From: mlelstv@serpens.de (Michael van Elst)
To: gnats-bugs@netbsd.org
Cc:
Subject: Re: port-xen/56328 (XEN3 DOM0 panic with bcount <= MAXPHYS in xbdback_xenbus.c)
Date: Sun, 25 Jul 2021 07:07:09 -0000 (UTC)
jdolecek@NetBSD.org writes:
>I'll check this. It's either Linux kernel not honoring max number of segments,
>or an off-by-one on our side setting it.
I'm not sure if there is a size limit to a segment, so one segment
could transfer up to 256 sectors (128kB, with optionally sectors larger
than 512 bytes even more). Linux uses a segment per 4k page though.
But there can also be more than BLKIF_MAX_SEGMENTS_PER_REQUEST=11 segments in
an indirect page.

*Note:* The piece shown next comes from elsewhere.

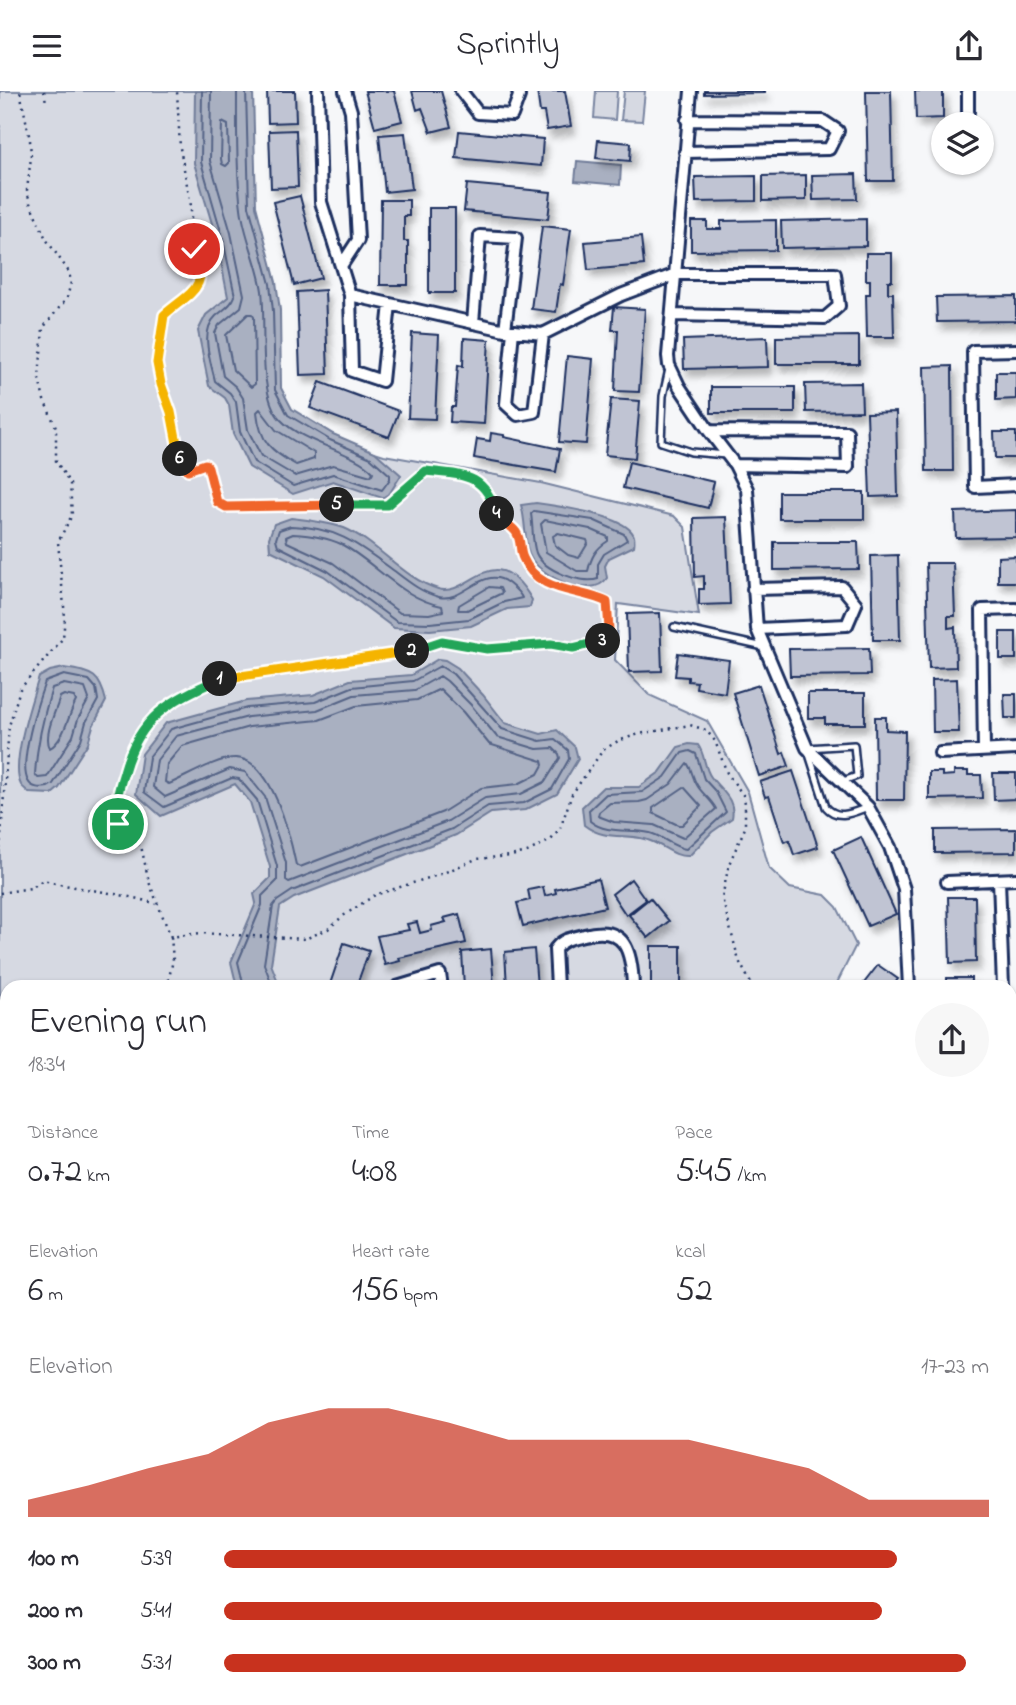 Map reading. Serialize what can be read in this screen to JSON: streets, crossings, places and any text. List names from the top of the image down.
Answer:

With 4k page size, it fits 256 descriptors (probably 255
since nr_segments is uint8_t).
We still accumulate the whole request into a single buffer.
The driver needs to learn to split requests into multiple I/O operations
and it probably shouldn't panic when it gets a request it doesn't support
but return an error to the frontend instead.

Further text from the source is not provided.